Fuis, mon ami, dans ta solitude !
[…] Ne sois pas jaloux des esprits impatients et absolus, ô amant, de la vérité. Jamais encore la vérité n’a été se pendre au bras des intransigeants.
[…] Ce qui se passe dans les fontaines profondes s’y passe avec lenteur : il faut qu’elles attendent longtemps pour savoir ce qui est tombé dans leur profondeur.
Tout ce qui est grand se passe loin de la place publique et de la gloire : loin de la place publique et de la gloire demeurèrent de tous temps les inventeurs de valeurs nouvelles.
Fuis, mon ami, fuis dans ta solitude : je te vois meurtri par des mouches venimeuses. Fuis là-haut où souffle un vent rude et fort !
Fuis dans ta solitude ! Tu as vécu trop près des petits et des pitoyables. Fuis devant leur vengeance invisible ! Ils ne veulent que se venger de toi.
N’élève plus le bras contre eux ! Ils sont innombrables et ce n’est pas ta destinée d’être un chasse-mouches.
[…] Ils bourdonnent autour de toi, même avec leurs louanges : importunités, voilà leurs louanges. Ils veulent être près de ta peau et de ton sang.
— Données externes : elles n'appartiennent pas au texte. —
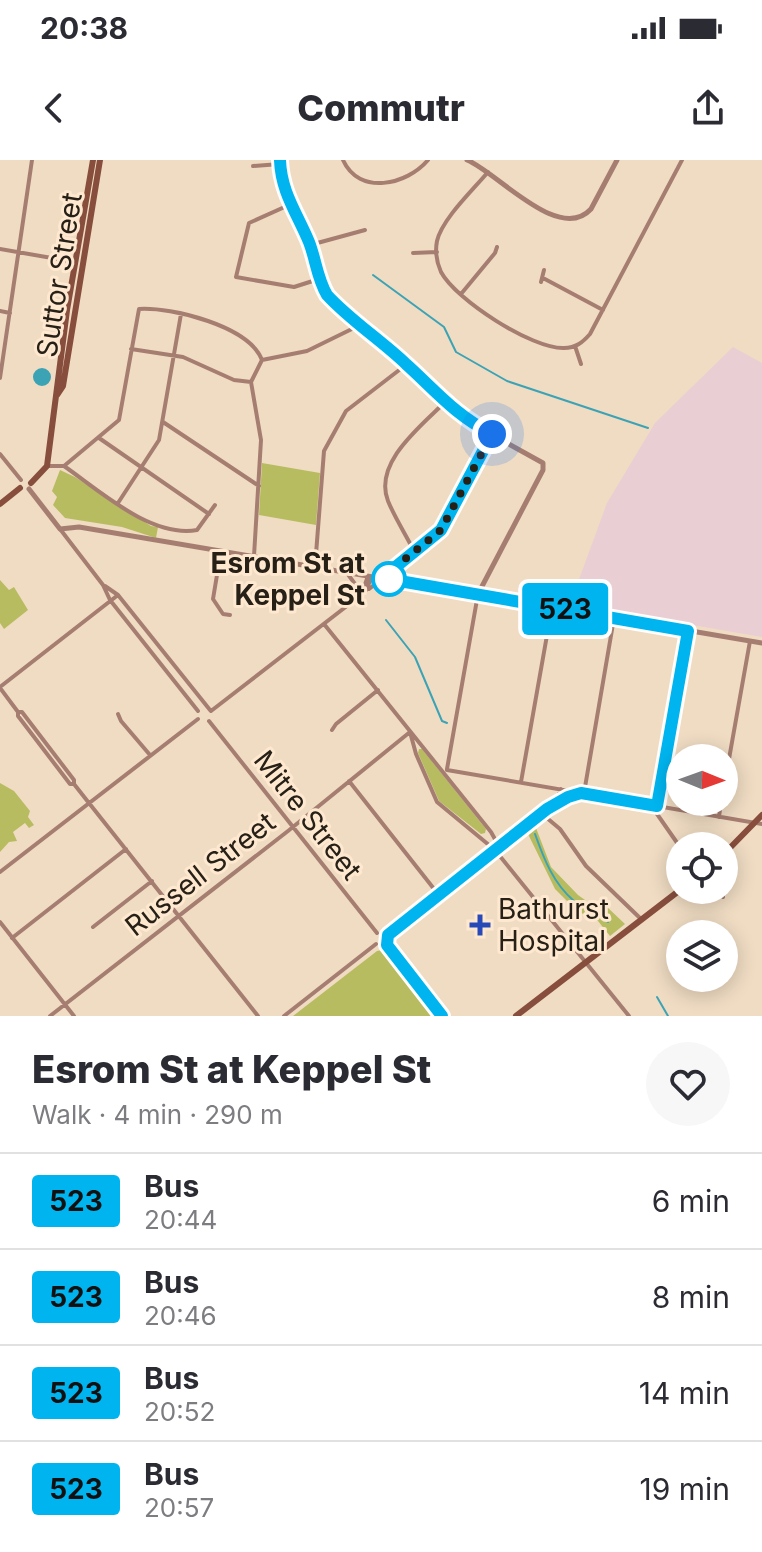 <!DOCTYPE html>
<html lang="en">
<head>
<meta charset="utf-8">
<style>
  :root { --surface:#fff; --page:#f7f7f7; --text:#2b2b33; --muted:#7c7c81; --line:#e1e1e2 }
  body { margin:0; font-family:Inter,sans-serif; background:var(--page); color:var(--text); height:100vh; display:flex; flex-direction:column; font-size:30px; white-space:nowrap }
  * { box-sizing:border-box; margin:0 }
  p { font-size:26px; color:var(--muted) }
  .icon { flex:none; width:44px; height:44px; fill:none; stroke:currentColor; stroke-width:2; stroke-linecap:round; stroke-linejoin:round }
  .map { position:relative; height:856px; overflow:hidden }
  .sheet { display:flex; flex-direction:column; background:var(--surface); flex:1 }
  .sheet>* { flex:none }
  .badge { padding:0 16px; border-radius:6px; font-size:28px; line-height:52px }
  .needle { width:52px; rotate:91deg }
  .controls { position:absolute; left:666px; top:584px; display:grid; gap:16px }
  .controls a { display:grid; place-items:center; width:72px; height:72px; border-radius:50%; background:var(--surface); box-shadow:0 4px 20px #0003; font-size:40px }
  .you { position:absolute; width:40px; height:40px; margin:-20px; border:6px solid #fff; border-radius:50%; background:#1a73e8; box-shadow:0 0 0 12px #1a73e833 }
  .map>.badge { position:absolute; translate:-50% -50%; box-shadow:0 0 0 4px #fff }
  .round { display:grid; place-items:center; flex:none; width:84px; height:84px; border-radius:42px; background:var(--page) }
  .head { display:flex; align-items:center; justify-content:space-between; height:136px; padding:0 32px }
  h1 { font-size:38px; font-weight:800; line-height:60px }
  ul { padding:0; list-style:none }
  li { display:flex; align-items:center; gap:24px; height:96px; padding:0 32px; border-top:2px solid var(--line) }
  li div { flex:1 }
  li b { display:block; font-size:30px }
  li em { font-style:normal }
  li .badge { min-width:88px; font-weight:700; text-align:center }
  .status { display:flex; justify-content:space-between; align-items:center; height:56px; padding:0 40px; background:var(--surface); direction:ltr }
  .status svg { height:22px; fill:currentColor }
  header { display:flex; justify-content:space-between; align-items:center; height:104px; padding:0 32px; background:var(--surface); font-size:36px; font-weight:800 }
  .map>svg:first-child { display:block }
  .industrial { fill:#e9ced3 }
  .green { fill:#b8bc61 }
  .water { fill:#3ca3b5 }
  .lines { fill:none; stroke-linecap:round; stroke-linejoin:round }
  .stream { stroke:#3ca3b5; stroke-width:2 }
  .minor { stroke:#a67e71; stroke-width:4 }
  .tertiary { stroke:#a67e71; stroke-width:5 }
  .secondary { stroke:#874e3d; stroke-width:6 }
  .line-casing { stroke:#fff; stroke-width:18 }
  .line { stroke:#00b5ef; stroke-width:12 }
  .walk { stroke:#272017; stroke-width:8; stroke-dasharray:0 14.4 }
  .stop-dot { fill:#fff; stroke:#00b5ef; stroke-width:4 }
  .poi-dot { fill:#284ab9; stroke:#fee9d0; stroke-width:3 }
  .labels { text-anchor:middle; stroke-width:6; stroke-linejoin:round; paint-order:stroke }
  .street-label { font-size:28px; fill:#272017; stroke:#fee9d0 }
  .stop-label { font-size:28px; font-weight:bold; fill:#272017; stroke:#fee9d0; text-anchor:end }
  .poi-label { font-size:28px; fill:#272017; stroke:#fee9d0; text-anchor:start }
</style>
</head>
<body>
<div class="status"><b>20:38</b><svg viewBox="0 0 49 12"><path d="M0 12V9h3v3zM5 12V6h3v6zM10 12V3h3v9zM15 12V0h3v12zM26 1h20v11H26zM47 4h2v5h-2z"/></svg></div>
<header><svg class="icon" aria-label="back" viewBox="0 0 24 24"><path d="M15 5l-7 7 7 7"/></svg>Commutr<svg class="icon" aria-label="share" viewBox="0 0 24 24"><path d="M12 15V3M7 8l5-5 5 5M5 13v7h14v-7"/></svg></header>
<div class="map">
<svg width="762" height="856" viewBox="0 0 762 856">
  <rect width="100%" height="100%" fill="#f0dcc3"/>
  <path class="industrial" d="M733,187L762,203V477L570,444L607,343L655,263Z"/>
  <path class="green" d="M262,303L320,313L316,365L259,355Z
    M60,310L75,317L151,366L158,367L156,378L122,367L65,358L53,345L57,337L52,331Z
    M0,420L9,430L14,427L28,450L4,469L0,463Z
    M419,589H422L486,669L485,673L481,674L439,641L418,593Z
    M0,623L14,631L30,651L28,657L34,665L29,668L25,663L13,672L17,681L9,682L0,692Z
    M536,668L551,707L578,735L602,752L607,747L625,764L610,776L598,761L577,751L555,729L528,674Z
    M382,790L388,793L437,856H293L377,791Z"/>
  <path class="water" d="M33 217a9 9 0 1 1 18 0a9 9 0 1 1-18 0Z"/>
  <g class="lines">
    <path class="stream" d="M373,115L444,167L456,192L507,221L648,268
      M386,460L415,497L442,561L447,563
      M535,674C544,699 553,723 574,741C584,750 598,753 608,762
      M657,837L668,856"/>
    <path class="minor" d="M343,0C359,36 407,25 428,0
      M253,6L280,4
      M488,12C473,30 442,59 437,81C435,91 437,103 441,112C456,140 532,189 564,188C576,188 583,182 590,174L682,0
      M289,45L249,63L236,117L294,127L319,119
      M310,85L365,70
      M0,89L75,102
      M413,93L437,92
      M543,118L603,150
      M541,122L544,110
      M461,134L495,93L497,87
      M0,151L10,153
      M575,186L581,204
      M131,189L183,197L234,220L251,222
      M0,218L32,0
      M163,262L259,326
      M99,278L209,354
      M0,294L21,320
      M48,306H64C100,331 151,378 197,370L215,345
      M64,306L119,260L139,149C172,147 249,166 262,200
      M118,343L159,280L181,154
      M60,369L103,425L110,440L198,551
      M221,391L213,439L223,454L230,455
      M414,391C406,375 395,358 388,341C373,303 421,266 444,243
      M254,396L261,280L251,222L262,200L307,191L360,165
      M315,407L324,291L346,251L407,204
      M347,413L355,424V437
      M388,419L393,409L441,370L496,265
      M105,426L118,435L210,550
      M369,429L383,418
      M362,433L368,416
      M324,464L491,672L496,681L495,689
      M0,527L118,435
      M0,528L18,552H22L74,620V624L85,638L258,856
      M211,551L365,432L372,417
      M18,552V556L70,624H74
      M118,554L121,561L150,595
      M209,561L377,773
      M332,570L336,564L378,530
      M410,572L416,594L437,642L495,690L629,856
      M447,609L478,434
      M447,610L762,664
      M349,621L438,734
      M521,622L552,447
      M724,627L750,481
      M584,633L614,458
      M552,645L576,634
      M541,653L560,669L586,706L641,759
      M719,657L721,642
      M680,687L657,654L688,471
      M0,712L198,559
      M716,730L723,737
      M0,762L74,856
      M93,767L152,721
      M388,775L547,649L557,639L561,629
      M12,778L126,689
      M387,785L442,856
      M50,856L288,671L410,572
      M284,856L376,784"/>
    <path class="tertiary" d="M280,0C282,41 300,54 311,88C316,104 318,120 327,135L407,204L444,243L469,262L543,303V310L478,434
      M467,0C497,12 559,84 591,49L617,0
      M29,329L60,369L79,367L762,483"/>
    <path class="secondary" d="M57,235L63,226L100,0
      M31,323L47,306L67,150L93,0
      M0,344L20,328
      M724,694L762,655
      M516,856L680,730"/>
  </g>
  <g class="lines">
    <g class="line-casing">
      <path id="line" d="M280,0C281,32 297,53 309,82C316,100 317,118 327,135C351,161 381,180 406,204C437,232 454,254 492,274L441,370L393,409L388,419L688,471L657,646L581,633L568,637L547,649L388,775L387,785L442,856"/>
    </g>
    <use href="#line" class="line"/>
    <path class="walk" d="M389,419L388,415L393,409L441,370L492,274"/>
  </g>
  <circle class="stop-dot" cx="389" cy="419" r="16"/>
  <path class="poi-dot" d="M476 753h8v8h8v8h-8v8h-8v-8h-8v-8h8z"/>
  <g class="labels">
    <g class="street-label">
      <text transform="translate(59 115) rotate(-81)" y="10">Suttor Street</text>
      <text transform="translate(308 655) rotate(52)" y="10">Mitre Street</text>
      <text transform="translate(200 714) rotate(-38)" y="10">Russell Street</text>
    </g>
    <g class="stop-label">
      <text x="365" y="413">Esrom St at<tspan x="365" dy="32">Keppel St</tspan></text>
    </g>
    <g class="poi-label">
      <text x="498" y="759">Bathurst<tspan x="498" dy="32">Hospital</tspan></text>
    </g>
  </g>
</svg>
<div class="controls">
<a><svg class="needle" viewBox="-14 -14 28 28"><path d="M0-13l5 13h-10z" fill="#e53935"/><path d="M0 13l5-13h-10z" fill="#7c7c81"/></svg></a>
<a><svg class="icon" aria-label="locate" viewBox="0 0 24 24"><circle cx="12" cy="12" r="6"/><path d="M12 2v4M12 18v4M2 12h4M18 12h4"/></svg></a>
<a><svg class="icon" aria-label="layers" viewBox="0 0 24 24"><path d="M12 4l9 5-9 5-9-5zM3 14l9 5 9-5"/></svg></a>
</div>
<div class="you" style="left:492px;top:274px"></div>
<b class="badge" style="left:565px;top:449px;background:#00b5ef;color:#111">523</b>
</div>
<section class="sheet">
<div class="head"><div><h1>Esrom St at Keppel St</h1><p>Walk · 4 min · 290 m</p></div><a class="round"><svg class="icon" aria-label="heart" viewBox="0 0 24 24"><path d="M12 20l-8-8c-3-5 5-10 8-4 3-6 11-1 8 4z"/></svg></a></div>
<ul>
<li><span class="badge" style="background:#00b5ef;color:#111">523</span><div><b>Bus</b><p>20:44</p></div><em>6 min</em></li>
<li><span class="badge" style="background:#00b5ef;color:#111">523</span><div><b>Bus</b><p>20:46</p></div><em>8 min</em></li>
<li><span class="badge" style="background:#00b5ef;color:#111">523</span><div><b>Bus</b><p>20:52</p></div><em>14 min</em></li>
<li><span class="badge" style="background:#00b5ef;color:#111">523</span><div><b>Bus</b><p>20:57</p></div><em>19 min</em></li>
</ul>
</section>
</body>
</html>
Ils te flattent comme on flatte un dieu ou un diable ; ils pleurnichent devant toi, comme un dieu ou un diable. Qu’importe ! Ce sont des flatteurs et des pleurards, rien de plus.
[..] Ils te punissent pour toutes tes vertus. Ils ne te pardonnent du fond du cœur que tes fautes.
[…] Oui, mon ami, tu es la mauvaise conscience de tes prochains : car ils ne sont pas dignes de toi. C’est pourquoi ils te haïssent et voudraient te sucer le sang.
Tes prochains seront toujours des mouches venimeuses ; ce qui est grand en toi — ceci même doit les rendre plus venimeux et toujours plus semblables à des mouches.
Fuis, mon ami, fuis dans ta solitude, là-haut où souffle un vent rude et fort. Ce n’est pas ta destinée d’être un chasse-mouches.